Gubernur asal Desa Sembiran Buleleng ini menyampaikan kita semua memahami, bahwa pandemi Covid-19 sudah hampir setahun, sejak Maret 2020 hingga sekarang. Dan Bali belakangan ini juga mulai ada peningkatan kasus positif setelah wisatawan di akhir tahun yang sekaligus menyambut tahun baru datang ke Bali sebanyak 400 ribu lebih. ‘’Saya memperkirakan pasti begitu pulang akan banyak kasus positif dan ternyata benar,’’ ungkap Gubernur Koster.
Dalam minggu ini, kata Koster, kasus positif per harinya meningkat tajam. Dua hari yang lalu bertambah 300 orang lebih, kemarin 260 orang. Tertinggi munculnya per hari dibandingkan dengan hari per hari ketika kasus ini baru muncul Maret 2020 yang lalu.
Kapolda Bali saat divaksin Covid-19
Karena itu, Gubernur yang juga Ketua DPD PDI Perjuangan Provinsi Bali ini menegaskan tidak bisa mengendorkan tertib di dalam melaksanakan protokol kesehatan. ‘’Bahkan sekarang Bapak Presiden sudah menggariskan kita semua untuk mengikuti vaksinasi yang tujuannya untuk menumbuhkan kekebalan dalam tubuh, memperkecil resiko penularan, dan tentu kita berharap agar pandemi Covid-19 di Bali dan di Indonesia segera berakhir,’’ ujar Gubernur.

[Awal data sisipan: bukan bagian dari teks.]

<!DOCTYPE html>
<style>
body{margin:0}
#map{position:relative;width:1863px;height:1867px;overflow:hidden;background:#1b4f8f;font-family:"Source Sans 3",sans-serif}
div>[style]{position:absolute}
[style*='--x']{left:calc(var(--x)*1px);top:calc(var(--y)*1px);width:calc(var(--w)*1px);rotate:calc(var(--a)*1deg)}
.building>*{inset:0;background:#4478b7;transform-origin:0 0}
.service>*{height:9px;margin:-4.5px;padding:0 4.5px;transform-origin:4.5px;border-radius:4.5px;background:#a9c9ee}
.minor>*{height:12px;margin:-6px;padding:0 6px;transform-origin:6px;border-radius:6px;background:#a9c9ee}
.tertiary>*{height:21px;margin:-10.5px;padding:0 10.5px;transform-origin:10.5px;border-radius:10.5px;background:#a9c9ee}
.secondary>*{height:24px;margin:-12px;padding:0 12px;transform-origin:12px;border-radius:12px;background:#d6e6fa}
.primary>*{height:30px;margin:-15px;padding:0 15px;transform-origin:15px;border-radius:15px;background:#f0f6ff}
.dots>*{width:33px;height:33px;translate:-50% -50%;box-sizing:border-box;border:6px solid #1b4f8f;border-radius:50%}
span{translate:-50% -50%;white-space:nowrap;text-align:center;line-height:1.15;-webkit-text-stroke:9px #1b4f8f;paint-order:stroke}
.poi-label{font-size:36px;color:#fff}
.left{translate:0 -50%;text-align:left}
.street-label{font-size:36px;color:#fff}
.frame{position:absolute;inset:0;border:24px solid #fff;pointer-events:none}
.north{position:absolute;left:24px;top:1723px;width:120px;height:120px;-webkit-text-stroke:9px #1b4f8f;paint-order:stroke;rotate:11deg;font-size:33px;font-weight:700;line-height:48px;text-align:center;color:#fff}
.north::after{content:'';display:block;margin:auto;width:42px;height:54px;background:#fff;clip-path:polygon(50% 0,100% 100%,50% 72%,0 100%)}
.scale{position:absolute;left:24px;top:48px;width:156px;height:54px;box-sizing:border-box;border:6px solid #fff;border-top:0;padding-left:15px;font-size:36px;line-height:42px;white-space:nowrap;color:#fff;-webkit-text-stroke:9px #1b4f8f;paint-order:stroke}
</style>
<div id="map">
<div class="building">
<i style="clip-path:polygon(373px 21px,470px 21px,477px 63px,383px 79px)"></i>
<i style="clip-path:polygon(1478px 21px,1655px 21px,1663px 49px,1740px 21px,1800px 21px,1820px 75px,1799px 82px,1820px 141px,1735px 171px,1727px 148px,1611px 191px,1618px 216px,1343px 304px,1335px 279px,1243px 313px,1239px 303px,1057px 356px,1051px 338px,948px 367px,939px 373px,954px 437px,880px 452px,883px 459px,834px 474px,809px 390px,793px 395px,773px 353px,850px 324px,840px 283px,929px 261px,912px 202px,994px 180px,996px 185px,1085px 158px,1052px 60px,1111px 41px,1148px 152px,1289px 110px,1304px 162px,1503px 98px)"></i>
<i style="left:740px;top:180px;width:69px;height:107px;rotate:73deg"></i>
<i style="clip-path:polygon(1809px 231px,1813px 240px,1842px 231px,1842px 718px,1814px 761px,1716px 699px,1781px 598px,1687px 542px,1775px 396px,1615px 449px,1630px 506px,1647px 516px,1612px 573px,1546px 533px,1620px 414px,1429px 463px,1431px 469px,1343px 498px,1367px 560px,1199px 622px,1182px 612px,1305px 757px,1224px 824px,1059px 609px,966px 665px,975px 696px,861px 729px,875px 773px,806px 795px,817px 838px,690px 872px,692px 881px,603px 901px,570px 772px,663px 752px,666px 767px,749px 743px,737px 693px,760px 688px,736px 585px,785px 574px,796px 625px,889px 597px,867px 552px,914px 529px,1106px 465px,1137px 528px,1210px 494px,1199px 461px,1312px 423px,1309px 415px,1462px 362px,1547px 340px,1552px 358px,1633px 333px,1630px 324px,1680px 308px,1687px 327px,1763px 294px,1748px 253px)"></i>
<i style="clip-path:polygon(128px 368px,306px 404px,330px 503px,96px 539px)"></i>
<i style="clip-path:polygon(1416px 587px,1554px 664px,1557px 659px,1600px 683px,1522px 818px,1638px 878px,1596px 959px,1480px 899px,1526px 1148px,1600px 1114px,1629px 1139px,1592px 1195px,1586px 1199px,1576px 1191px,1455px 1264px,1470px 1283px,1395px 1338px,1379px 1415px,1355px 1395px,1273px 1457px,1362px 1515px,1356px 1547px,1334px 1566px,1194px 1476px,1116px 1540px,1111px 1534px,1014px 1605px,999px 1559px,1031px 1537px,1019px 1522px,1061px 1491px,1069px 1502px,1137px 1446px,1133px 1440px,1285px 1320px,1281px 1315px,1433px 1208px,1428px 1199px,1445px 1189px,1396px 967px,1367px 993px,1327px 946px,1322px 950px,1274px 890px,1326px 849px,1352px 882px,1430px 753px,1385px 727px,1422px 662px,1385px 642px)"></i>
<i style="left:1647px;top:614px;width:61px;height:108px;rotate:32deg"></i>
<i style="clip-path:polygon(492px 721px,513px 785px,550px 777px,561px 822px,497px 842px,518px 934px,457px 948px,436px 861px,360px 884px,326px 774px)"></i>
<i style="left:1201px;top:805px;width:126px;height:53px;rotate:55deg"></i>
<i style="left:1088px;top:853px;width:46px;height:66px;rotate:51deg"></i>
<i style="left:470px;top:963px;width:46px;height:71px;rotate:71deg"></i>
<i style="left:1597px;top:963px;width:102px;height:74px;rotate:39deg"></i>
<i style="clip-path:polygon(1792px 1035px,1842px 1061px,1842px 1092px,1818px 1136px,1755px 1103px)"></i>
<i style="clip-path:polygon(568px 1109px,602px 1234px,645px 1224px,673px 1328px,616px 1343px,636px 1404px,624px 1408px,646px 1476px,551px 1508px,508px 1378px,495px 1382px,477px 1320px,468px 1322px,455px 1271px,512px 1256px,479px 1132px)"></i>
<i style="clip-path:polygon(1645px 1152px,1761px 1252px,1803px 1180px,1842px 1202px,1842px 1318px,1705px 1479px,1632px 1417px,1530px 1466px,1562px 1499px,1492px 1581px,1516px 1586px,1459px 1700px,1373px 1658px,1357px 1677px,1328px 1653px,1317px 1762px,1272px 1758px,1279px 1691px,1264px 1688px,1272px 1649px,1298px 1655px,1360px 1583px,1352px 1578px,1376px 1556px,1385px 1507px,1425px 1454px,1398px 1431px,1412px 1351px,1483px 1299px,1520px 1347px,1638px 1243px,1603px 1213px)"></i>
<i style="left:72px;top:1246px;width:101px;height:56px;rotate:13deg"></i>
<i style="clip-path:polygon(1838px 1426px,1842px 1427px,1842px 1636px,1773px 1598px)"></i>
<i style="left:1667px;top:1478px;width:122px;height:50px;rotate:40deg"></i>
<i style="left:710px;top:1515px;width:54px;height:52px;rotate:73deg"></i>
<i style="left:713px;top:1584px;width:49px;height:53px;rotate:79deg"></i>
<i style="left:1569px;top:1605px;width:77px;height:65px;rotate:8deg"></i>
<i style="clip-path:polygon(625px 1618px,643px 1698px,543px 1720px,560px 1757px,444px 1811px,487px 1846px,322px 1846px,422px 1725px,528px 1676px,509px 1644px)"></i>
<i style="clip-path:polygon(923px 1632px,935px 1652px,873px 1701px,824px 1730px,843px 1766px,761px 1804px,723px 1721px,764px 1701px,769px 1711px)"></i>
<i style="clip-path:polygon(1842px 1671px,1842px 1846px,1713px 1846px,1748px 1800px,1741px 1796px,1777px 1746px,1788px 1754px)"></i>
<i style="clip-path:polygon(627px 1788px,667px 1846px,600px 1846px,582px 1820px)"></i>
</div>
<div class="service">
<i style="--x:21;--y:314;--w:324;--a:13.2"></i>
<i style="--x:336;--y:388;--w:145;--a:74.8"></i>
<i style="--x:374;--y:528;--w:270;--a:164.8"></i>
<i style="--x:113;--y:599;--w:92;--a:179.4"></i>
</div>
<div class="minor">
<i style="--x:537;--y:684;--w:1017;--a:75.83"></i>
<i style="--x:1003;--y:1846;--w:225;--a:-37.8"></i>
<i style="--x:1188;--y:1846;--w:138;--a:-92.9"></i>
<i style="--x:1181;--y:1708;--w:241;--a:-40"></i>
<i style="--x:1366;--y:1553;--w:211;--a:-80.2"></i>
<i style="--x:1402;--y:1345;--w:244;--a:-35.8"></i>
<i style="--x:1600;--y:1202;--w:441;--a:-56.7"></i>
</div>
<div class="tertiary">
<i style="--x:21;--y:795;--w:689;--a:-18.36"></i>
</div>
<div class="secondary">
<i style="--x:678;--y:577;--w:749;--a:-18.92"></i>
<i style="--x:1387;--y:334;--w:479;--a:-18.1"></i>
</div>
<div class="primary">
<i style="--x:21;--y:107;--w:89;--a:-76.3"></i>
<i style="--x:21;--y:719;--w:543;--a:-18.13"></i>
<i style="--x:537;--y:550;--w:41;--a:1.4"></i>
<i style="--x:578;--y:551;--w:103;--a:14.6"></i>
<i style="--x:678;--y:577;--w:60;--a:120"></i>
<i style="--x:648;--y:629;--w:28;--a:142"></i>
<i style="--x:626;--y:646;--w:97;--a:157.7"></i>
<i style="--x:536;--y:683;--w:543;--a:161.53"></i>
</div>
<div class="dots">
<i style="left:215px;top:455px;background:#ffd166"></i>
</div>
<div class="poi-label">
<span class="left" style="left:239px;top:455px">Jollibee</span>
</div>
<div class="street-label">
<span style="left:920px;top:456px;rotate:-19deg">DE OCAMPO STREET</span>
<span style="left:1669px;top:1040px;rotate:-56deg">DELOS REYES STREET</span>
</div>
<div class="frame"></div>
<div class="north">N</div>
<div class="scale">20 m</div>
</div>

Gubernur mengingatkan bahwa kita sudah merasakan dan melihat bahwa pariwisata di Bali sudah sangat terpuruk akibat Covid-19. Dalam satu tahun ini kita berharap pandemi ini bisa segera berlalu, dilewati dengan baik, dengan tetap melaksanakan prokes sehingga pariwisata di Bali cepat pulih, perekonomian pulih, dengan demikian kita bisa kembali melakukan upaya kebijakan percepatan pemulihan perekonomian di Provinsi Bali.
Kasdam IX/Udayana saat divaksin Covid-19
Itu sebabnya, ungkap Koster, dalam koordinasi di berbagai rapat secara virtual dengan Menko Maritim dan Investasi, Menteri Kesehatan, Kepala BNPB, dalam konteks vaksinasi ini Bali diberikan prioritas karena Bali merupakan destinasi pariwisata dunia yang harus cepat dipulihkan agar pariwisata ini mendapatkan titik awal untuk memulai pemulihan.
Karena itu, pemerintah pusat sudah menyiapkan porsi yang cukup untuk Bali dijadikan sebagai prioritas untuk mengalokasikan jumlah vaksin yang diberikan ke Provinsi Bali sehingga bisa mencapai target 70 persen dari total populasi penduduk Bali.
Sekda Bali saat divaksin Covid-19
‘’Kita berterimakasih kepada pemerintah pusat yang telah memberi perhatian serius dalam kaitan penanganan Covid-19 termasuk dengan vaksinasi,’’ ujar Gubernur Koster seraya memohon kepada media untuk menyebarluaskan agar masyarakat memahami dengan baik dan benar dengan persepsi yang positif.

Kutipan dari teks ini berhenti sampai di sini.